Saved data entries
= = = =
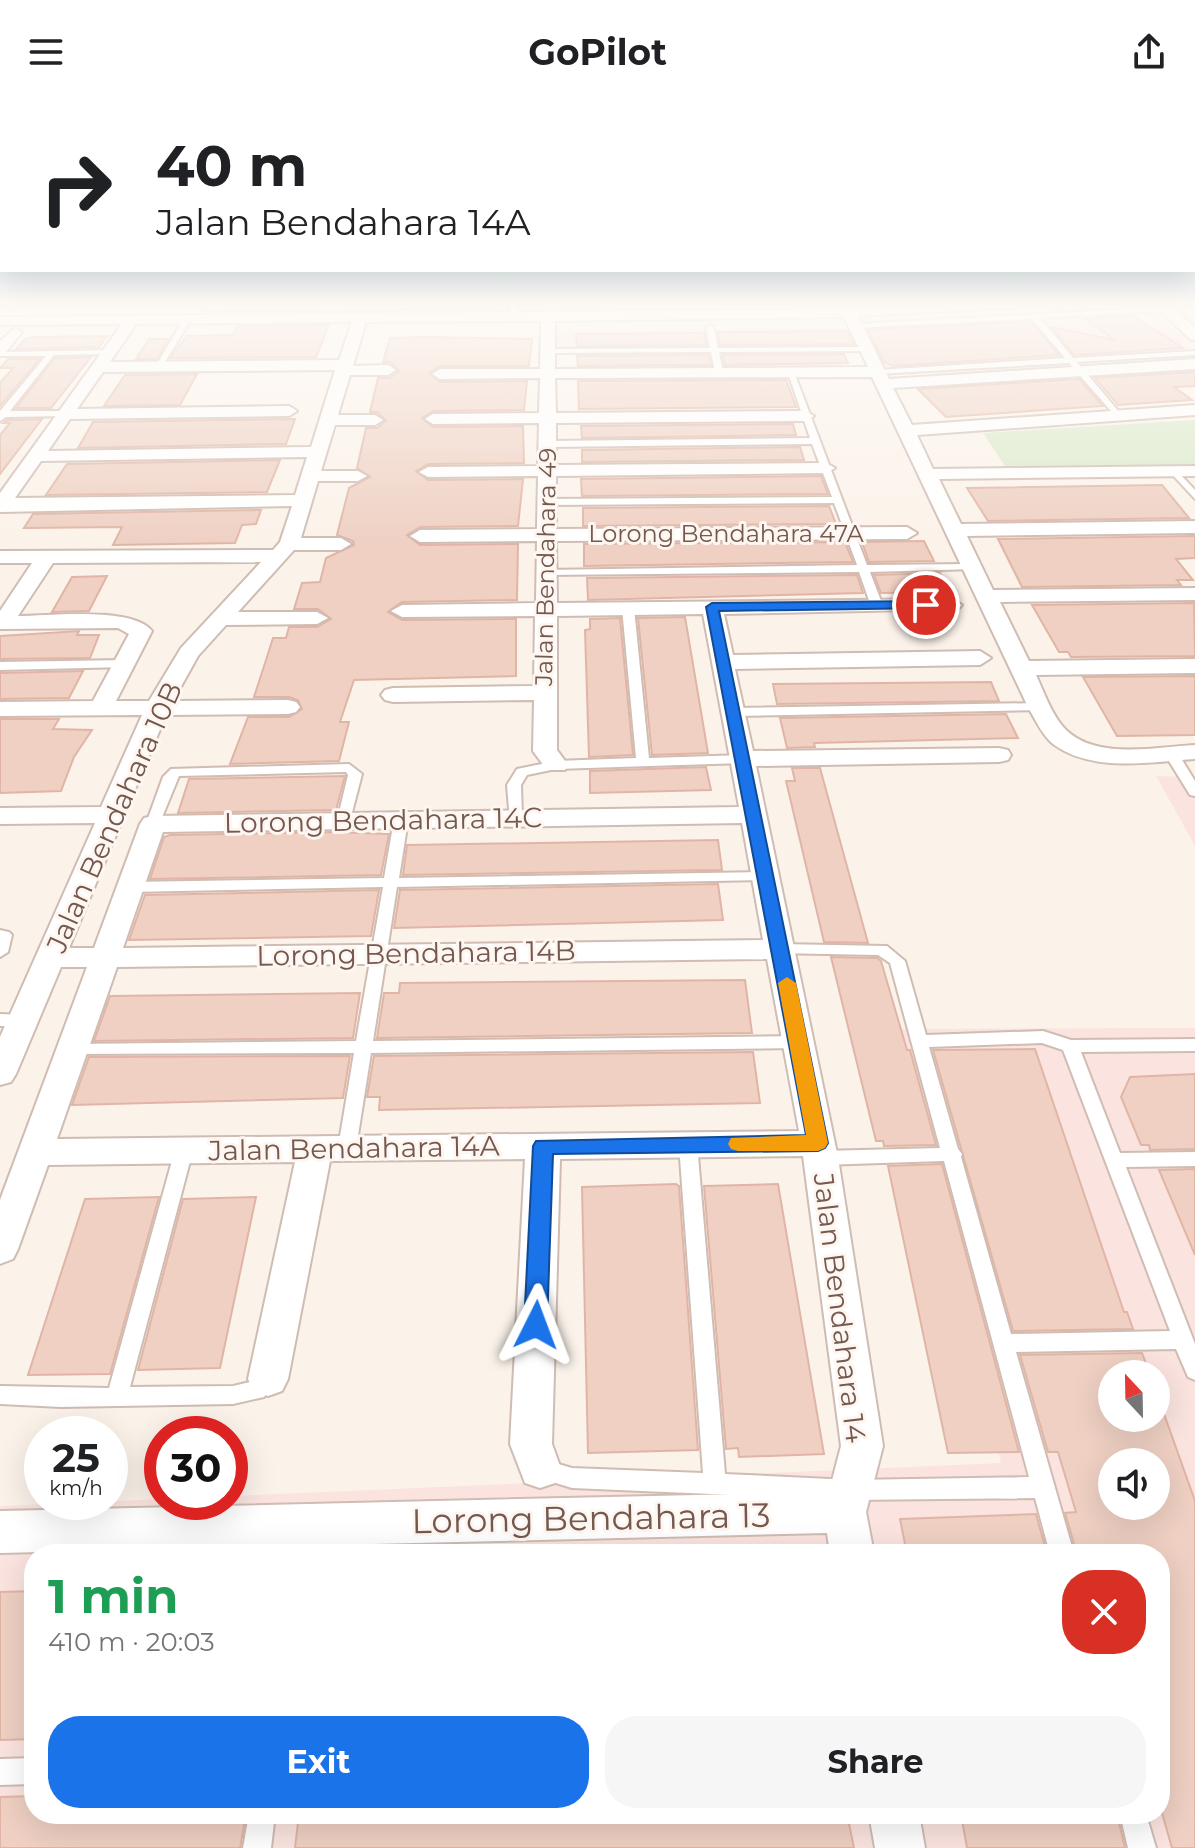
<!DOCTYPE html>
<meta charset="utf-8">
<style>
:root{--surface:#fff;--page:#f6f6f6;--text:#202124;--muted:#757577;--accent:#1a73e8}
body{margin:0;font-family:Montserrat,sans-serif;background:var(--page);color:var(--text);height:100vh;display:flex;flex-direction:column;font-size:30px;white-space:nowrap}
*{box-sizing:border-box;margin:0}
p{font-size:26px;color:var(--muted)}
.icon{flex:none;width:44px;height:44px;fill:none;stroke:currentColor;stroke-width:2;stroke-linecap:round;stroke-linejoin:round}
.map{position:relative;flex:1;overflow:hidden}
.panel{position:absolute;left:24px;top:1440px;width:1146px;height:280px;display:flex;flex-direction:column;background:var(--surface);border-radius:32px;box-shadow:0 8px 32px #0002}
.panel>*{flex:none}
.guide{position:absolute;left:0px;top:0px;width:1196px;height:168px;box-shadow:0 8px 32px #0002;background:#fff;color:var(--text);overflow:hidden}
.needle{width:52px;rotate:338deg}
.buttons{position:absolute;left:1098px;top:1256px;display:grid;gap:16px}
.buttons a{display:grid;place-items:center;width:72px;height:72px;border-radius:50%;background:var(--surface);box-shadow:0 8px 32px #0002;font-size:40px}
.speed{position:absolute;left:24px;top:1312px;display:flex;gap:16px;font-size:40px;font-weight:700;text-align:center}
.speed>*{display:grid;place-content:center;width:104px;height:104px;border-radius:50%;background:var(--surface);box-shadow:0 8px 32px #0002;line-height:1}
.speed small{font-size:20px;font-weight:400}
.speed .limit{border:12px solid #d22;background:#fff;color:#111}
.pin{position:absolute;display:grid;place-items:center;width:68px;height:68px;color:#fff;margin:-34px;border:4px solid #fff;border-radius:50%;box-shadow:0 2px 8px #0007}
.me{position:absolute;width:88px;margin:-44px;rotate:3deg;stroke-linejoin:round;filter:drop-shadow(0 0 6px #0008)}
.turn{display:flex;align-items:center;gap:28px;height:168px;padding:0 24px;font-size:36px}
.turn .icon{width:104px;height:104px;stroke-width:2.5}
.turn b{display:block;font-size:56px;line-height:68px}
.round{display:grid;place-items:center;flex:none;width:84px;height:84px;border-radius:32px;background:var(--page)}
.headline{display:flex;align-items:center;justify-content:space-between;height:136px;padding:0 24px}
h1{font-size:48px;font-weight:700;line-height:60px;color:#1e9e55}
.action{display:flex;gap:16px;margin-top:auto;padding:16px 24px}
.action a{flex:1;height:92px;border-radius:32px;background:var(--accent);color:#fff;font-size:32px;font-weight:700;line-height:92px;text-align:center}
.action a+a{background:var(--page);color:var(--text)}
header{display:flex;justify-content:space-between;align-items:center;height:104px;padding:0 24px;background:var(--surface);font-size:36px;font-weight:700}
.map>svg:first-child{display:block}
.residential{fill:#f3e4d9}
.commercial{fill:#fbe4df;fill-rule:evenodd}
.green{fill:#d9e9c9}
.building{fill:#efd0c3;stroke:#e1b5a5;stroke-width:2;fill-rule:evenodd}
.lines{fill:none;stroke-linecap:round;stroke-linejoin:round}
.lane-casing{stroke:#cfbcb3;stroke-width:4}
.street-casing{stroke:#cfbcb3;stroke-width:4}
.lane{fill:#fff;fill-rule:evenodd}
.street{fill:#fff;fill-rule:evenodd}
.route{fill:#1a73e8;stroke:#114b97;stroke-width:2}
.slow{fill:#f59e0b}
.labels{text-anchor:middle;stroke-width:6;stroke-linejoin:round;paint-order:stroke}
.far-street-label{font-size:24px;fill:#75584f;stroke:#fef7f1}
.street-label{font-size:28px;fill:#75584f;stroke:#fef7f1}
.near-street-label{font-size:34px;fill:#75584f;stroke:#fef7f1}
</style>
<header><svg class="icon" aria-label="menu" viewBox="0 0 24 24"><path d="M4 6h16M4 12h16M4 18h16"/></svg>GoPilot<svg class="icon" aria-label="share" viewBox="0 0 24 24"><path d="M12 15V3M7 8l5-5 5 5M5 13v7h14v-7"/></svg></header>
<div class="map">
<svg width="1195" height="1744" viewBox="0 0 1195 1744">
<rect width="100%" height="100%" fill="#fbf3ea"/>
<path class="residential" d="M189,197H492L491,205L183,208Z"/>
<path class="commercial" d="M1162,207L1195,237V247L881,266L870,244L553,246V226L862,224Z
M1156,672L1195,673V742Z
M1195,924V1744H0V1402L162,1395V1398H230V1392L1001,1359L900,925ZM1112,1270H1156V1314H1112ZM1112,1358H1156V1402H1112ZM34,1450H1160V1710H34Z"/>
<path class="green" d="M1195,316V363L1007,365L983,329Z"/>
<path class="building" d="M1134,212L1183,244L1074,251L1051,223L1115,236L1085,215Z
M1027,218L1032,219L1059,251L893,262L884,258L868,226Z
M329,221L316,253L170,254L187,232L233,231L237,222Z
M848,227L854,240L720,241L718,228Z
M691,229H704L706,241L577,242L576,230Z
M107,232L99,243L16,245L25,235L36,233Z
M427,233L532,235L529,262H440L429,269L440,278L527,277L524,306L433,307L422,314L433,323L523,322L524,359L428,360L416,367L428,376L523,375L518,422L420,423L407,431L420,441L518,440L517,496L402,498L388,508L402,516L516,515V572L354,576L340,618H349L339,657L230,660L248,613H289L302,605L298,596L289,593H254L266,556L273,534H286L289,523H317L331,515L318,505H294L302,479L320,478L326,454L354,441L353,437L337,431L349,384L370,373L357,364L366,324H377L386,317L377,308H370L378,274H390L399,267L390,258H383L390,234Z
M149,235H168L157,255H136Z
M844,250L848,259L725,261L723,251Z
M709,251L711,261L578,262L577,252Z
M91,253L51,304H16L55,254Z
M8,255H40L0,302V279L13,264H0Z
M1195,268V282L1174,283L1192,296L1118,301L1095,274Z
M197,270L180,301L104,302L125,271Z
M1079,275L1103,302L946,313L918,285Z
M786,276L796,303L579,305L578,277Z
M42,315L0,370V331L10,319H3L7,316Z
M295,315L286,340L78,344L93,318Z
M793,320L796,331L582,334L581,322Z
M800,343L804,356L582,358V346Z
M280,356L267,388L46,391L67,360Z
M821,372L828,390L582,392L581,375Z
M1162,381L1189,414L988,417L967,384Z
M829,402L836,420L583,422V404Z
M261,406L256,420L242,421L235,439L113,441L122,423L24,424L33,410Z
M1195,432V454L1176,455L1193,476H1177L1181,481L1022,483L998,435Z
M924,437L934,457L869,458L862,438Z
M845,438L853,458L584,462V440Z
M940,469L949,488L881,489L874,471Z
M857,471L863,489L588,496L587,474Z
M107,472L89,507L52,508L72,473Z
M1194,499L1195,552L1071,553L1068,548H1059L1032,501Z
M685,513L708,649L652,651L638,514Z
M620,514L633,651L589,653L585,526L590,525V515Z
M79,527L77,531H99L90,554L0,555V532Z
M83,567L69,594L0,595V569Z
M1195,572V631L1117,632L1083,573Z
M991,578L999,597L777,600L773,580Z
M1006,610L1018,634L814,639L815,643L787,644L780,614Z
M0,615H59L53,625L92,626L74,653L61,687L0,689Z
M706,663L711,686L590,689V667Z
M792,664H820L868,839L824,838L786,677H795Z
M345,672L336,706L178,709L189,675Z
M334,728L389,730L381,771L150,775L164,733L170,731Z
M718,736L722,766L403,771L407,741Z
M718,780L723,816L394,824L400,786Z
M379,786L371,832L129,836L145,791Z
M831,853L877,854L881,857L907,946H910L936,1041L884,1042L883,1037H876Z
M745,876L752,929L377,934L384,889H399L400,879Z
M360,889L353,934L94,937L110,892Z
M1035,945L1124,1208H1127L1133,1225L1013,1227L933,946Z
M753,948L760,999L379,1006L380,993H367L374,952Z
M350,952L343,994L72,1001L89,953Z
M1195,970V1045L1150,1046L1149,1041H1141L1121,993L1130,973Z
M942,1060L1019,1348L948,1349L888,1062Z
M1195,1065V1151L1159,1066Z
M676,1080L679,1082L698,1346L588,1349L582,1083Z
M778,1080L824,1350L739,1353L738,1344L726,1345L704,1082Z
M159,1093L110,1270L28,1271L85,1095Z
M256,1093L220,1264L138,1266L183,1095Z
M1142,1249L1150,1270H1112V1314H1156V1296H1159L1195,1397V1744H1172L1160,1702V1450H1077L1065,1409L1076,1408L1058,1348H1048L1020,1251ZM1112,1358H1156V1402H1112Z
M1036,1410L1047,1450H907L900,1415Z
M34,1487V1635L0,1636V1488Z
M34,1692V1710H246L240,1744H0V1693Z
M299,1710H847L854,1744H295Z
M961,1710H1117L1125,1744H967Z"/>
<g class="lines">
<g class="lane-casing">
<path id="lane" d="M211,197H219L215,203L479,200V197H487L482,204L207,207Z
M510,197H518L517,215L510,213Z
M1165,203L1168,207L1040,214L1073,254L1195,247V251L1077,258L1120,309V313L1117,314L1069,259L877,270L873,268L877,266L1065,254L1032,215L855,224L851,222L855,220Z
M184,214L191,216L161,264H155Z
M710,221L714,223L718,244L866,243L870,245L866,247L719,248L723,268L719,270L715,268L711,248L548,249L544,247L548,245L710,244L706,223Z
M110,246L113,250L54,251L10,307H66L69,308V312L6,313L0,317V307L46,252H0V248Z
M787,266L794,268L867,461L972,460L976,461V465L870,468L883,502L877,505L871,502L859,468L542,471L541,469L546,466L857,461L834,399L546,401L541,398L546,395L832,393L812,340L547,343L542,340L547,337L810,334Z
M1174,364L1195,386V395L1169,367Z
M628,501L634,504L649,654L744,651L751,655L744,659L556,665L527,671L521,681L522,714L515,718L510,717L507,681L517,665L556,657L636,654L622,504Z
M125,556L131,560L129,563L0,566V558Z
M1040,599L1046,603L1044,606L735,612L729,608L735,604Z
M1171,645L1176,646L1195,677V692L1190,691L1164,649Z
M349,660L362,670L349,720L344,721L337,717L348,671L346,668L179,672L158,723L153,724L146,720L163,673L171,665Z
M401,712L408,716L399,774L766,768L773,772L766,776L397,783L373,937L798,932L806,938L798,944L371,949L356,1044L353,1049H341L338,1044L354,949L65,950L63,946L65,942L71,940L356,937L383,783L130,788L123,783L130,778L384,774L394,716Z
M0,826L9,828L12,831L8,848L0,853Z
M780,840L887,842L905,857L926,931L1043,927L1071,936L1195,935V947L1081,948L1120,1049L1195,1048V1062L1126,1063L1195,1240V1276L1188,1273L1176,1245L1016,1248L1074,1450H1050L1035,1394L851,1396L572,1384L533,1372L530,1365L533,1358L541,1355L572,1364L703,1369L679,1040L682,1035H694L697,1040L725,1370L851,1376L1029,1373L944,1057L821,1061L815,1059L812,1054L815,1049L821,1047L940,1044L890,859L878,851L774,849L772,845ZM1042,939L1063,946L1170,1227L1011,1230L961,1053L962,1050L958,1045L929,943Z
M0,910L23,911L31,917L23,923L0,922Z
M184,1039L190,1041L193,1046L130,1283L233,1282L250,1278L268,1266L275,1269L279,1275L264,1293L233,1300L61,1303L0,1300V1282L109,1284L175,1046L178,1041Z
M305,1411L313,1414L317,1422L313,1450H289L297,1414Z
M34,1654V1680L0,1681V1655Z
M249,1710H275L271,1744H243Z
M1120,1710H1146L1156,1744H1128Z"/>
</g>
<g class="street-casing">
<path id="street" d="M836,197H850L853,204L984,197H1067L1060,201L858,212L889,275L1195,255V265L893,284L912,321L1195,301V311L917,331L933,365L1195,362V372L939,375L961,420L1195,417V429L967,432L993,486L1195,484V496L1000,498L1029,557L1195,555V569L1036,571C1044,588 1052,612 1066,626C1097,656 1156,643 1195,641V655C1150,658 1092,669 1053,640C1042,631 1035,615 1028,603L872,273L555,274L556,309L806,307L814,312L806,317L556,319V361L826,359L835,364L826,369L556,372V425L907,423L917,429L907,435L556,437L557,499L951,495L962,501L958,505L724,510L733,551L980,547L991,554L980,561L735,565L753,647L999,644L1008,646L1011,651L1008,656L999,658L756,662L838,1054L883,1342L866,1408L874,1450H830L827,1429L0,1449V1407L829,1388L841,1342L803,1052L560,1055L552,1340L561,1365L555,1379L540,1384L525,1379L510,1340L525,1055L330,1057L288,1275L282,1287L268,1292L254,1287L248,1275L295,1058L48,1061L18,1145L13,1155L0,1160V1096L87,863H61L16,970L11,978L0,981V933L95,719L0,720V704L101,703L142,611L0,612V598L93,597L129,530L118,524L0,525V507L32,459H0V447L273,446L280,438L292,402L0,408V389L122,220L0,221V213L840,205ZM844,213L868,263L555,265V217ZM541,217L540,265H440L432,270L440,275L540,274L539,309L433,310L425,315L433,320L539,319L538,362L428,363L419,368L428,373L538,372L537,425L420,426L410,432L420,438L537,437L536,499L402,501L391,507L402,513L535,512L534,582L393,584L385,586L381,591L385,596L393,598L534,596L533,647L547,666H565L568,661L557,646V512L703,510L739,703L153,712L144,714L140,720L94,844H69L166,611L288,610L296,608L300,603L296,598L288,596L173,597L198,552L226,521L317,520L328,514L317,508H238L294,446H341L351,440L341,434H301L318,377H358L367,372L358,367H321L335,321H375L383,316L375,311H338L350,271H388L396,266L388,261L353,262L366,218ZM352,218L339,256L110,258L136,220ZM335,266L311,343L48,347L70,315L289,312L297,307L289,302L77,305L103,268ZM307,353L295,391L15,394L41,357ZM261,458L181,544L149,597H116L152,527C132,502 49,512 18,512L53,459ZM742,719L763,836L123,844L163,728ZM767,855L799,1027L57,1035L117,863Z
M1151,197H1166L1195,224V236L1190,235Z
M15,224L22,228L5,249L0,250V237Z
M869,1710H919L925,1744H875Z"/>
</g>
<use href="#lane" class="lane"/>
<use href="#street" class="street"/>
</g>
<linearGradient id="sky" x2="0" y2="1"><stop stop-color="#97c7e6"/><stop offset="0.45" stop-color="#fdfaf6"/><stop offset="1" stop-color="#fdfaf6" stop-opacity="0"/></linearGradient>
<rect width="1195" height="441" fill="url(#sky)"/>
<path class="route" d="M926,497L931,498V504L719,507L828,1039L825,1044L818,1047L553,1050L547,1221L544,1228L536,1231L528,1228L524,1221L533,1042L536,1037L806,1031L706,503L712,499Z"/>
<path class="slow" d="M787,873L796,879L828,1039L825,1044L818,1047H738L731,1045L728,1040L731,1034L806,1031L778,879Z"/>
<g class="labels">
<g class="far-street-label">
<text x="726" y="438">Lorong Bendahara 47A</text>
<text transform="translate(546 463) rotate(-89)" y="8">Jalan Bendahara 49</text>
</g>
<g class="street-label">
<text transform="translate(114 713) rotate(-66)" y="10">Jalan Bendahara 10B</text>
<text transform="translate(383 716) rotate(-1)" y="10">Lorong Bendahara 14C</text>
<text transform="translate(416 849) rotate(-1)" y="10">Lorong Bendahara 14B</text>
<text transform="translate(354 1044) rotate(-1)" y="10">Jalan Bendahara 14A</text>
<text transform="translate(840 1204) rotate(83)" y="10">Jalan Bendahara 14</text>
</g>
<g class="near-street-label">
<text transform="translate(591 1414) rotate(-1)" y="12">Lorong Bendahara 13</text>
</g>
</g>
</svg>
<div class="buttons">
<a><svg class="needle" viewBox="-14 -14 28 28"><path d="M0-13l5 13h-10z" fill="#e53935"/><path d="M0 13l5-13h-10z" fill="#757577"/></svg></a>
<a><svg class="icon" aria-label="sound" viewBox="0 0 24 24"><path d="M4 9h4l5-4v14l-5-4H4zM17 9q2 3 0 6"/></svg></a>
</div>
<div class="speed"><div>25<small>km/h</small></div><div class="limit">30</div></div>
<div class="pin" style="left:926px;top:501px;background:#d93025"><svg class="icon" aria-label="arrive" viewBox="0 0 24 24"><path d="M6 21V4h12l-3 4 3 4H6"/></svg></div>
<svg class="me" style="left:536px;top:1221px" viewBox="-20 -20 40 40"><path d="M0-17L14 15 0 8-14 15z" fill="#1a73e8" stroke="#fff" stroke-width="4"/></svg>
<div class="guide">
<div class="turn"><svg class="icon" aria-label="right" viewBox="0 0 24 24"><path d="M7 20v-9h11M14 6l5 5-5 5"/></svg><div><b>40 m</b>Jalan Bendahara 14A</div></div>
</div>
<section class="panel">
<div class="headline"><div><h1>1 min</h1><p>410 m · 20:03</p></div><a class="round" style="background:#d93025;color:#fff"><svg class="icon" aria-label="close" viewBox="0 0 24 24"><path d="M6 6l12 12M18 6L6 18"/></svg></a></div>
<div class="action"><a>Exit</a><a>Share</a></div>
</section>
</div>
= = = =
* Exercise brief *
Scan the records above for the word "panel". Copy each line that has it.

* Solution for this problem *
.panel{position:absolute;left:24px;top:1440px;width:1146px;height:280px;display:flex;flex-direction:column;background:var(--surface);border-radius:32px;box-shadow:0 8px 32px #0002}
.panel>*{flex:none}
<section class="panel">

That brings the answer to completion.